Al Anwar published many significant interviews, including one with Saudi royal Prince Fahd, later King Fahd, in 1974. Following the assassination of the former Lebanese Prime Minister Rafiq Hariri, the daily published three articles from 16 to 18 February 2005 the first two of which were written by editor-in-chief, Khoury. The last one was a commentary titled "The mentality of the paupers and a regime in coma" written by Rauf Shahuri. All articles condemned the assassination. In August 2013 the paper criticized the possible US-led intervention against Syria and stated that the intervention would be like "Hollywood's action and horror movies".

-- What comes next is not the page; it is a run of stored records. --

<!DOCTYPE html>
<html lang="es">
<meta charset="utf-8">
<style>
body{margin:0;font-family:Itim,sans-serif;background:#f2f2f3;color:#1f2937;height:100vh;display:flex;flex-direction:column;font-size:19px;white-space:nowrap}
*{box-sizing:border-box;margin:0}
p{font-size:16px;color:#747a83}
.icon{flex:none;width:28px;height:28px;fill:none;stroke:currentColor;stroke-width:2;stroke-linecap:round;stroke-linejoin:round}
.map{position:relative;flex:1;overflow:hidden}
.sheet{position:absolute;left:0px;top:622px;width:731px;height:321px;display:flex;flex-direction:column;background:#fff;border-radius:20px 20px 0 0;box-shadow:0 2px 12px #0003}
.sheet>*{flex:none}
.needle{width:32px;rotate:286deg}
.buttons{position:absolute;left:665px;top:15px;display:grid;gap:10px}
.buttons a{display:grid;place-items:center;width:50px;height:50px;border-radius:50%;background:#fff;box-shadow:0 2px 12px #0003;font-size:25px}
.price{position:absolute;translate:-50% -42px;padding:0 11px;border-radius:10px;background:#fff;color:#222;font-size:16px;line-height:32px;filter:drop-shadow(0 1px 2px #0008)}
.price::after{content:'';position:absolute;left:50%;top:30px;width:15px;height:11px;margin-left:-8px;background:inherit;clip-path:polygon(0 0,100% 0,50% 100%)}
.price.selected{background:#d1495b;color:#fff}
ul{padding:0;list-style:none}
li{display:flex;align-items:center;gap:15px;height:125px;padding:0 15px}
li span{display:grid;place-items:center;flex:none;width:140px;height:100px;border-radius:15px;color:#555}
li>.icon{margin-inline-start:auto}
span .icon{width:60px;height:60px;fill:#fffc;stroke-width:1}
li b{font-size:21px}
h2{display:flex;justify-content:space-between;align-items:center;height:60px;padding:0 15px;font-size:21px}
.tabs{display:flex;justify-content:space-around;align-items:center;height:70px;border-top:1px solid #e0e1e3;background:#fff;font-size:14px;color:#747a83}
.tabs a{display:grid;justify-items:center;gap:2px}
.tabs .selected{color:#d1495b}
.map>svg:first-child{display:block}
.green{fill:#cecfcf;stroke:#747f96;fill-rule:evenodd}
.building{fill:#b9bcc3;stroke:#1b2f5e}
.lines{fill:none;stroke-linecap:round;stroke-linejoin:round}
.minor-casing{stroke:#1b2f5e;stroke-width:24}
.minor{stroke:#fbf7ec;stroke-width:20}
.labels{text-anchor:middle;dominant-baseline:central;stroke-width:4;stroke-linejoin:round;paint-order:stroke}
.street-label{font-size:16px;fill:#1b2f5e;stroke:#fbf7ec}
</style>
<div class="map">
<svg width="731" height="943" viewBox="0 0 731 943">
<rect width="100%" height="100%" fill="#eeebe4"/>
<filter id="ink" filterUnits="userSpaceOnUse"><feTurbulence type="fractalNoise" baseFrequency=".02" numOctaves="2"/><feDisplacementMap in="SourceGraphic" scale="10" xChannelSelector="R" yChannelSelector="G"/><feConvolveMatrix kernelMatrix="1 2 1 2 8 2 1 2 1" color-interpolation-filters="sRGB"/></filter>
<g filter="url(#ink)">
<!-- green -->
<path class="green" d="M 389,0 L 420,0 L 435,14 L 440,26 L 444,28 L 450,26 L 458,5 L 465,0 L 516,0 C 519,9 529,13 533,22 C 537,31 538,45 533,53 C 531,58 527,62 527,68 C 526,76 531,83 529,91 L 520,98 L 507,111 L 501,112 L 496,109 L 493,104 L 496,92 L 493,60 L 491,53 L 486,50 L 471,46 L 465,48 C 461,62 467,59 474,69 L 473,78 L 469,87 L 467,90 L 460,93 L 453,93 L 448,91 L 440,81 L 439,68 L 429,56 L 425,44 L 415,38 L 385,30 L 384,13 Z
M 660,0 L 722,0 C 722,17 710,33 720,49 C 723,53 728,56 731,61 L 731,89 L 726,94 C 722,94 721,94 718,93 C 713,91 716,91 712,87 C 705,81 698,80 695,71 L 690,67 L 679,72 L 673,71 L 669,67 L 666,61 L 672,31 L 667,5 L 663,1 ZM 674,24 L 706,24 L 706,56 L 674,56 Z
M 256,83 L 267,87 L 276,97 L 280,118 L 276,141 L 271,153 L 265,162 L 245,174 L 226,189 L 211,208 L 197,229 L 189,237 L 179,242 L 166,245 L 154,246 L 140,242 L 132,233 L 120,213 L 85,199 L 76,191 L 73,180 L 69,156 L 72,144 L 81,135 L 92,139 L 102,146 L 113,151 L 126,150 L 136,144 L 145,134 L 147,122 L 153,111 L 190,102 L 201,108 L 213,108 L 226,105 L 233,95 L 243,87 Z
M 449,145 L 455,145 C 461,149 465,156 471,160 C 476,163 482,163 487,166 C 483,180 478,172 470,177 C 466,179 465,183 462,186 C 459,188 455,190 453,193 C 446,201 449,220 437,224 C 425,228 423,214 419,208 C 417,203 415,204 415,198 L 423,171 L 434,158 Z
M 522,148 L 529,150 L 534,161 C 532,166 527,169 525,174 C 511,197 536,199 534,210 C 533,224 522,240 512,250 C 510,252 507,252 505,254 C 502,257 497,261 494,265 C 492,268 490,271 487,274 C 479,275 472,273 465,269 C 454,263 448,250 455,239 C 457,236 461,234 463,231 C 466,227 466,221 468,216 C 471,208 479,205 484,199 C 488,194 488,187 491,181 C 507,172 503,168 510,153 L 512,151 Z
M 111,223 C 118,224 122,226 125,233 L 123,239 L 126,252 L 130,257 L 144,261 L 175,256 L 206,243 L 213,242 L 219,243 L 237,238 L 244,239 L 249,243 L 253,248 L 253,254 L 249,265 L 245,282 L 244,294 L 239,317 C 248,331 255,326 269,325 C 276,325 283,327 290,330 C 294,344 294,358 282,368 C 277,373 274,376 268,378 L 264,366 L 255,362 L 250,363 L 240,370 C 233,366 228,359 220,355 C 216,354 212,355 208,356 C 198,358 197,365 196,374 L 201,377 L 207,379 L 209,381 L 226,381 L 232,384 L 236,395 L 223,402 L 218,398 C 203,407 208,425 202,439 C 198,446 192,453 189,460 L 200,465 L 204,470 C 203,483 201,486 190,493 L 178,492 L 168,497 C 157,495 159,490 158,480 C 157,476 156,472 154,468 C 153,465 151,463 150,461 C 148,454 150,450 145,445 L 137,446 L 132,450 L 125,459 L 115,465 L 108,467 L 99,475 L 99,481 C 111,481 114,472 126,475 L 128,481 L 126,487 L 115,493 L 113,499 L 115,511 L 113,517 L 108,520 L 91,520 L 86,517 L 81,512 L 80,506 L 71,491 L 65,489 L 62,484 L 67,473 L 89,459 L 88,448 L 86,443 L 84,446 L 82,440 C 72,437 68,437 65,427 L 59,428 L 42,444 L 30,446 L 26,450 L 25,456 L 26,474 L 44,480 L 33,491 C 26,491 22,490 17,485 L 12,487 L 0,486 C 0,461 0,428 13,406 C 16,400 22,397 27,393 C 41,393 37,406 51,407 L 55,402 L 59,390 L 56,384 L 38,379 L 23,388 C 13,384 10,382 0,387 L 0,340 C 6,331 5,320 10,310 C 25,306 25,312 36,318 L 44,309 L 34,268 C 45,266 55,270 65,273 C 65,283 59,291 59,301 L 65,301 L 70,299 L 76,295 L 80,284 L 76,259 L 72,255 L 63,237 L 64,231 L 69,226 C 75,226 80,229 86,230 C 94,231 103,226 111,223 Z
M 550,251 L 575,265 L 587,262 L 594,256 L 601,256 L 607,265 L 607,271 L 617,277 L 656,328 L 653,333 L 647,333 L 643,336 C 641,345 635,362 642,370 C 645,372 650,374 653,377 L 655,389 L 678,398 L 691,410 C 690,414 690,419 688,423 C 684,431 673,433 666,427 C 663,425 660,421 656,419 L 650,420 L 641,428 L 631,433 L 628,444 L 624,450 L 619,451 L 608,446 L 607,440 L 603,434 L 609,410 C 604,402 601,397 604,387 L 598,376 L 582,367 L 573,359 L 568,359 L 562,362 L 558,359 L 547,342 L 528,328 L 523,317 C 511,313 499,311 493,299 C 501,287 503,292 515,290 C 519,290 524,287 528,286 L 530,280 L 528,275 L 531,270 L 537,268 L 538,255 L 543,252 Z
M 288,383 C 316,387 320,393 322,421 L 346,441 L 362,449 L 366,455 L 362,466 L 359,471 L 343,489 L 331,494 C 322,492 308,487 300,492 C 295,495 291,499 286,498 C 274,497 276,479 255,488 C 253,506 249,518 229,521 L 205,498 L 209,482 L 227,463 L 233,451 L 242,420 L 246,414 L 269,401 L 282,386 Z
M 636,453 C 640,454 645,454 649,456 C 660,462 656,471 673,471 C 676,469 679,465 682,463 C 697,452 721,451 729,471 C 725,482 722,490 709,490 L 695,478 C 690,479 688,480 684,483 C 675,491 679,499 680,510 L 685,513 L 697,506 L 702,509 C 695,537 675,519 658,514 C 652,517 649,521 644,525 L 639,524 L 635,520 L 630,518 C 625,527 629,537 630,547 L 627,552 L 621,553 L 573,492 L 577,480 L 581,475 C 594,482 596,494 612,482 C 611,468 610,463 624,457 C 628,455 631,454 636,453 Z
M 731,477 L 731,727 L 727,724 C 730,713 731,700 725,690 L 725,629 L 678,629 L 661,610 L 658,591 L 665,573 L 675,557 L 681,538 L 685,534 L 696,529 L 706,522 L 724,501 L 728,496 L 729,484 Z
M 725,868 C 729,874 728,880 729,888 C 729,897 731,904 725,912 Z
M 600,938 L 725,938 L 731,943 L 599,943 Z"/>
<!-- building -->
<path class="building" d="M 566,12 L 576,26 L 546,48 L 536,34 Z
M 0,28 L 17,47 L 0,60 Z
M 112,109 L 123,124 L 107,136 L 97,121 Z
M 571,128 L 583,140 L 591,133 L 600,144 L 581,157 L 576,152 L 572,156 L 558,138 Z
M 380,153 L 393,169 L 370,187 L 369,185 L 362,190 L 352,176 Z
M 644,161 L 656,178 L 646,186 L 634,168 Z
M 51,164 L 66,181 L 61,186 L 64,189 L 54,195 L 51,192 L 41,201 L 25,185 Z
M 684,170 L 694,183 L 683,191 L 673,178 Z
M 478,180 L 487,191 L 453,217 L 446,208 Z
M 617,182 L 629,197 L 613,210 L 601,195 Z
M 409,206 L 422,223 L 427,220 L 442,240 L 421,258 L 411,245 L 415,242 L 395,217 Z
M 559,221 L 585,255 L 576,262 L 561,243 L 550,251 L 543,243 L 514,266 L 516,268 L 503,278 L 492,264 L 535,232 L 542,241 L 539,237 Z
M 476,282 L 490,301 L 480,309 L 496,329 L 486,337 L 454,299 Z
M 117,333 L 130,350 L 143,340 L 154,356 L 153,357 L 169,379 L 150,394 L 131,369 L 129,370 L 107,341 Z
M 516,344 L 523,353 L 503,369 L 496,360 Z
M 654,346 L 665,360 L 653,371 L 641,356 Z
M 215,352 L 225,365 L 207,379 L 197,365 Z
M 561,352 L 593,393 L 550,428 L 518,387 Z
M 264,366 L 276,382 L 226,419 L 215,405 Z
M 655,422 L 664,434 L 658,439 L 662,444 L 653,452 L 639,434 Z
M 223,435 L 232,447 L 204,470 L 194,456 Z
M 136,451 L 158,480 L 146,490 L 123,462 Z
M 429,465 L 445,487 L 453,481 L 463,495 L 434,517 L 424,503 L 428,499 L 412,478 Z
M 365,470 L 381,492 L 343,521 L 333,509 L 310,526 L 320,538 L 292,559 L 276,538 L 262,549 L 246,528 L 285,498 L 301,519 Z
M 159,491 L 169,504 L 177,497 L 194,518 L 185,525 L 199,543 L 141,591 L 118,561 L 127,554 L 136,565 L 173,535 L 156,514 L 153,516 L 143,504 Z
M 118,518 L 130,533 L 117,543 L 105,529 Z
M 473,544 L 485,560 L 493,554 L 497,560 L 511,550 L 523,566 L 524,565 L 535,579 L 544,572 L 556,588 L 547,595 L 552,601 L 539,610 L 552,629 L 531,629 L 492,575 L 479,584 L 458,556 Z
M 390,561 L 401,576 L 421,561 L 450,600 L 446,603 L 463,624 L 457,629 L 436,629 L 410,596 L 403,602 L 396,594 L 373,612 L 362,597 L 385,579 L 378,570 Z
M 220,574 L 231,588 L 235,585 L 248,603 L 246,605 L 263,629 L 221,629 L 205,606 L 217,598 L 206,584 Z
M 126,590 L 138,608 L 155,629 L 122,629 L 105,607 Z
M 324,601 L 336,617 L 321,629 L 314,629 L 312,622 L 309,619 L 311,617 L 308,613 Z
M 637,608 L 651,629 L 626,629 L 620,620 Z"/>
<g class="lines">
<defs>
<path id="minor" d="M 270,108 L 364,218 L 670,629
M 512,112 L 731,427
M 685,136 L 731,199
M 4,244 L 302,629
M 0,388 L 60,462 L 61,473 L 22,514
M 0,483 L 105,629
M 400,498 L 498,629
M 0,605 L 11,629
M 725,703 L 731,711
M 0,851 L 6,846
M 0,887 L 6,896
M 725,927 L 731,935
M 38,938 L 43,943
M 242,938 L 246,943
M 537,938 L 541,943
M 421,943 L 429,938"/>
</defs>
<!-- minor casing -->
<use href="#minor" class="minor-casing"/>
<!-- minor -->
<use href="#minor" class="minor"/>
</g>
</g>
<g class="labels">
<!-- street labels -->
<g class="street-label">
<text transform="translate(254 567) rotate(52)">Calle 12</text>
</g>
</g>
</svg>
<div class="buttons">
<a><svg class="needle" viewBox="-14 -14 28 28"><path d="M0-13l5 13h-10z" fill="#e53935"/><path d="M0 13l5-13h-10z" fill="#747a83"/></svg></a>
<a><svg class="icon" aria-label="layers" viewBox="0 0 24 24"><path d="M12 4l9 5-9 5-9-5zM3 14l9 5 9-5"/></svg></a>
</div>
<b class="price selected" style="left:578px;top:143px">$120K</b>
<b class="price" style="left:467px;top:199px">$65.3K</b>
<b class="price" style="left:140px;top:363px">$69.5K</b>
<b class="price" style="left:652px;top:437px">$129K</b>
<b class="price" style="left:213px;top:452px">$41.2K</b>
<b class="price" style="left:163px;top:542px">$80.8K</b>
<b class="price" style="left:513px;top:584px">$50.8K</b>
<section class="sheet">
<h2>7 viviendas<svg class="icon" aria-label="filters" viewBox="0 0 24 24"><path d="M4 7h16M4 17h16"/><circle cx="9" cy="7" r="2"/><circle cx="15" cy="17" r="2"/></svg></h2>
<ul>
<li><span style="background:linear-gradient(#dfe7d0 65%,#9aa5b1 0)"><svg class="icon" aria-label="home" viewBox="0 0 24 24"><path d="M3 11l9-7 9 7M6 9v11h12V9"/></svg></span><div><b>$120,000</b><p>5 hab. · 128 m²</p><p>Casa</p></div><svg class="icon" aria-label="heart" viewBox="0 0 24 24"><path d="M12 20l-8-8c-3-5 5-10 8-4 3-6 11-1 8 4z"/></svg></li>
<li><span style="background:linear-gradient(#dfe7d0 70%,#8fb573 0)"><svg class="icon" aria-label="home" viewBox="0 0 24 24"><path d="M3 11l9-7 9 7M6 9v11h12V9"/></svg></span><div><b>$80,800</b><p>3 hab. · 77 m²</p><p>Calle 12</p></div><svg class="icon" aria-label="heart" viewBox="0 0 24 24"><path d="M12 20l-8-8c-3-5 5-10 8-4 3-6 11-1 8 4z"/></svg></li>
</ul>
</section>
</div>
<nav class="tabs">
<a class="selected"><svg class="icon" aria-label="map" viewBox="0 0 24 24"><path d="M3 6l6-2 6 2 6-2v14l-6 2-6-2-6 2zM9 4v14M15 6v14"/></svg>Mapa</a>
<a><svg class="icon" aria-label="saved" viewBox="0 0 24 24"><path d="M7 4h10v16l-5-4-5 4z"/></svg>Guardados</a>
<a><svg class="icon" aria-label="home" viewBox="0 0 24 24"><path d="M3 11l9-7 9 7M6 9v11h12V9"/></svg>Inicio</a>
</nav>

==Circulation and audience==
In addition to its native readers in Lebanon, Al Anwar was read by officials, intellectuals and activists outside Lebanon. It was distributed in other Arab countries, including Saudi Arabia, Kuwait, Bahrain, and the UAE where it had highest circulation figures during the early 1970s.

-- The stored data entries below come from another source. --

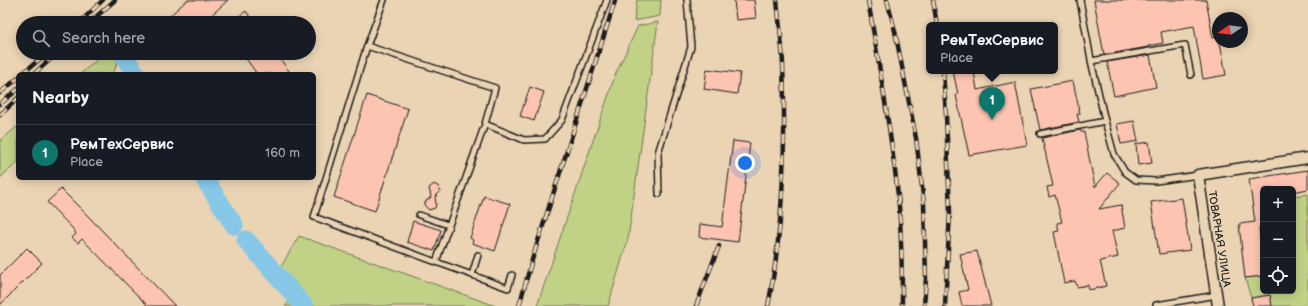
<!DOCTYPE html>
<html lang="en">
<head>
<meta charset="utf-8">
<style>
	:root { --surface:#171b24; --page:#20242c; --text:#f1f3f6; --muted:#9ea1a6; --line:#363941; --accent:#0f766e }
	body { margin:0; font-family:"Balsamiq Sans",sans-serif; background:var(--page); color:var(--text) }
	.controls { position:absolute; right:12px; bottom:12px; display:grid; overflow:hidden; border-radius:6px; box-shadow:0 2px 10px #0003 }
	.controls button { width:36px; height:36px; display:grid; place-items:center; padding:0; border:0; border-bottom:1px solid var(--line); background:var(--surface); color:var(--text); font:20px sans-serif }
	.compass { position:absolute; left:1212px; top:12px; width:36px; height:36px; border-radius:50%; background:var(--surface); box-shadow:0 2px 10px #0003; rotate:257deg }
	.you { position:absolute; left:745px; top:163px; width:14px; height:14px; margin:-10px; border:3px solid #fff; border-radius:50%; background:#1a73e8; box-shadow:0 0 0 6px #1a73e833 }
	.badge { display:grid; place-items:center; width:26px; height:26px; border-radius:50%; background:var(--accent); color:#fff; font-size:13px; font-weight:700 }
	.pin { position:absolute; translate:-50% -33px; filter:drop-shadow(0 1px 2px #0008) }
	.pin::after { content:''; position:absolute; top:21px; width:14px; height:12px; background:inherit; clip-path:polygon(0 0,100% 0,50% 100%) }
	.popup { position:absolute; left:926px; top:22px; width:132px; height:52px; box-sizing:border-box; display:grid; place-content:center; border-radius:6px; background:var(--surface); filter:drop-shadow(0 1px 3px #0005); font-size:13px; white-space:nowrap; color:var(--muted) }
	.popup b { font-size:15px; color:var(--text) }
	.popup::after { content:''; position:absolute; left:50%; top:100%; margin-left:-8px; border:8px solid transparent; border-top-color:var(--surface) }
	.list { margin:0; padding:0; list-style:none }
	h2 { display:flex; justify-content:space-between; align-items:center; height:52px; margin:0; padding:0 16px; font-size:17px }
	h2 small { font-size:13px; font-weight:400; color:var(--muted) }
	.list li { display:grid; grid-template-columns:26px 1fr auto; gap:12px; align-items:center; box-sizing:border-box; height:56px; padding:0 16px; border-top:1px solid var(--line) }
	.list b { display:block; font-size:15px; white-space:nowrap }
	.list p { margin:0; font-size:13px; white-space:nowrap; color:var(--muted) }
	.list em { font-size:13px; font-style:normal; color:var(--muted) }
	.icon { flex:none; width:22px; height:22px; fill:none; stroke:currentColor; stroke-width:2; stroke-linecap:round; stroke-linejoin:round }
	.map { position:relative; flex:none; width:1308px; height:306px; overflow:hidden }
	.search { position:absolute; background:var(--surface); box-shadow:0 2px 10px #0003; left:16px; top:16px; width:300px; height:44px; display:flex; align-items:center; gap:10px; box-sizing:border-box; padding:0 14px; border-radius:22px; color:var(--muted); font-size:15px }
	.panel { position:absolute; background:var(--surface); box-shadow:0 2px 10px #0003; left:16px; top:72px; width:300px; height:108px; border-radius:6px }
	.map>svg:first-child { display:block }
</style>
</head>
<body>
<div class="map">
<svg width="1308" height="306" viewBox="0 0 1308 306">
	<rect width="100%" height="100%" fill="#ebd4b4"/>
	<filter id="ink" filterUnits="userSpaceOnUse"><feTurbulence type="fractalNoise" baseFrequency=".025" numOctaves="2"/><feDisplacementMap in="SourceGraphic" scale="8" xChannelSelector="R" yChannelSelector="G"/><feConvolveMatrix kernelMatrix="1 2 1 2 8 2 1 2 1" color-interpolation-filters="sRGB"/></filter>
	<g filter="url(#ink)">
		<path fill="#c1d287" stroke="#6e7752" d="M637 0H661L660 16 634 21Z
			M658 22 628 239 608 306H537L616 73 638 26Z
			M104 54 118 59 114 72 112 74H80Z
			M18 126V162L0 178V141Z
			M1308 194V306H1271L1270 295 1251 298 1245 278 1263 276V291H1293V196Z
			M299 236 496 306H285L289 302 272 282Z"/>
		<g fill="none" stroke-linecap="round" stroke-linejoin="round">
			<path stroke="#87c8e8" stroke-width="19" d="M122 53 136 74
				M204 178 234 225
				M246 240 304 306"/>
		</g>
		<path fill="#fdc5b1" stroke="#1c1c1c" d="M187 0H228L203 23H162Z
			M734 0H754L756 18 736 20Z
			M1094 0H1206L1213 38 1218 37V42H1220L1226 75 1203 79 1194 26 1161 32 1163 43 1148 46V47L1104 55Z
			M246 11 254 23H230Z
			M242 53H276L291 74H257Z
			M1150 55 1156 87 1114 96 1107 62Z
			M707 69 740 73 737 94 704 89Z
			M953 71H974L977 90 1015 82 1027 145 969 155 956 95 958 94Z
			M1073 81 1080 114H1077L1079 122 1040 130 1031 89Z
			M530 87 544 92 534 121 520 116Z
			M367 95 408 109 375 211 334 197Z
			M1134 121 1138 141 1121 144 1117 124Z
			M1080 130 1081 132H1084L1095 187 1107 173 1120 183 1099 209 1121 205 1125 228 1112 231 1118 257 1100 261 1106 286 1089 290 1088 285 1077 287 1075 281 1064 283 1054 232 1059 231 1057 223 1062 222 1055 195 1049 197 1047 187 1053 186 1042 138Z
			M733 141 750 143 738 242 699 237 700 224 722 227Z
			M1149 142 1152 163 1138 165 1136 144Z
			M1308 170V189L1293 192V189H1263V228H1259L1263 263V276L1245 278 1239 224 1255 222 1249 179Z
			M434 184 439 187 440 192 435 197 436 204 435 208 429 210 424 205 426 201 431 197 429 188Z
			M61 189 88 216 175 306H148L82 239 78 243 72 238 76 234 74 230 47 202Z
			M484 196 510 204 495 251 472 243 473 240 470 238Z
			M1182 198 1190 250 1159 254 1151 202Z
			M413 221 441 230 434 251 407 242Z
			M27 248 42 263 0 305V275Z
			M977 251 991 306H962L959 292 968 290 960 254Z
			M1270 295 1272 306H1253L1251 298Z"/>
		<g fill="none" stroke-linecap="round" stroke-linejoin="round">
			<defs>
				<path id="lane" d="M384 0 367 46 495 88 485 124 524 140 545 139 562 120 607 0
					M1080 0 1092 65 1105 121 1114 154 1125 172 1136 180 1156 181 1198 175
					M367 46 314 217 436 262 485 124
					M1091 61 1185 45 1191 75
					M1040 134 1105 121
					M659 194 658 153 691 47 687 0
					M419 215 448 225
					M436 262 472 275 478 255
					M472 275 508 288 512 275
					M1156 306V305L1217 295"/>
				<path id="street" d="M1218 306 1198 175 1308 158"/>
			</defs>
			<use href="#lane" stroke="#1c1c1c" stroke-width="8"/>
			<use href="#street" stroke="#1c1c1c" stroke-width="13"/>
			<use href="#lane" stroke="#ebd4b4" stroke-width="5"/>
			<use href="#street" stroke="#ebd4b4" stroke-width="10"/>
			<defs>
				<path id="rail" d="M868 0C879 65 891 130 898 196 902 233 902 269 902 306
					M887 0 895 31 916 138 924 204 926 278 924 306
					M933 0 937 25
					M79 23 103 0
					M89 23 115 0
					M943 71 946 115 950 212 945 306
					M22 74 47 53
					M34 74 57 53
					M0 93 18 78
					M0 104 18 89
					M0 115 18 98
					M519 306 532 260 615 1
					M696 306 719 246
					M768 306C784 227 786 144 783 64 782 42 779 21 777 0"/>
			</defs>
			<use href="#rail" stroke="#1c1c1c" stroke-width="4.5"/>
			<use href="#rail" stroke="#ebd4b4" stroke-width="3" stroke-dasharray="9" stroke-linecap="butt"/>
		</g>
	</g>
	<g text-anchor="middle" stroke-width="3" stroke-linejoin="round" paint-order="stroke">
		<g font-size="11" fill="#1c1c1c" stroke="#ebd4b4">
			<text transform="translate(1220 239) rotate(81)" y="4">ТОВАРНАЯ УЛИЦА</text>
		</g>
	</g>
</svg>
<div class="controls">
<button>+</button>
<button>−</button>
<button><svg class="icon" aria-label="locate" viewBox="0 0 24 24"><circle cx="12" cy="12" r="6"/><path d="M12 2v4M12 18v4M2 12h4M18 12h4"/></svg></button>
</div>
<svg class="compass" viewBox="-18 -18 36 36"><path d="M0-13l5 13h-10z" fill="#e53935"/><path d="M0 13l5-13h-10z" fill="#9ea1a6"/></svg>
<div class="you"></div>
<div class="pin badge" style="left:992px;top:120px">1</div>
<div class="popup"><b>РемТехСервис</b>Place</div>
<div class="search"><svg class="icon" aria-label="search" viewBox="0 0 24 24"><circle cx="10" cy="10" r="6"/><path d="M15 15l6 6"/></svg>Search here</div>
<section class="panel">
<h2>Nearby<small></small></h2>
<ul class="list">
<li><span class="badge">1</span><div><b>РемТехСервис</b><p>Place</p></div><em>160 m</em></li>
</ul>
</section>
</div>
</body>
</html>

Al Anwar sold 35,000 copies at the beginning of the 1970s. In the 1980s the paper was frequently circulated in East Beirut. Its popularity in East Beirut continued until the 2000s. The circulation of the paper was 20,000 copies in 2003, making it the fourth best selling Lebanese newspaper.

In a 2006 study carried out by Ipsos, it was found that Al Anwar had lower circulation in capital Beirut than other regions. In Beirut the paper was the sixth among seven dailies, having daily circulation at 10.7%. However, it was the second most circulated daily with 12.6% in the Biqa region after Sada Al Balad which had 12.7% of the daily circulation. In Mount Lebanon Al Anwar was the fifth daily, having 38.4% of the daily circulation, whereas in southern Lebanon it was the third with 15.2% of the daily circulation.

Based on the data provided by the DAS research group the daily reported its average net daily sales as 49.043 copies in 2012. The daily sold 6,003 copies in Europe in 2012. The same year the website of Al Anwar had 1.1 million hits and 63,010 visitors per month.

==Awards==
Al Anwar was awarded by different bodies, including the UNESCO Prize for Social Reporting and Columbia University's James Wechsler Award for best international reporting.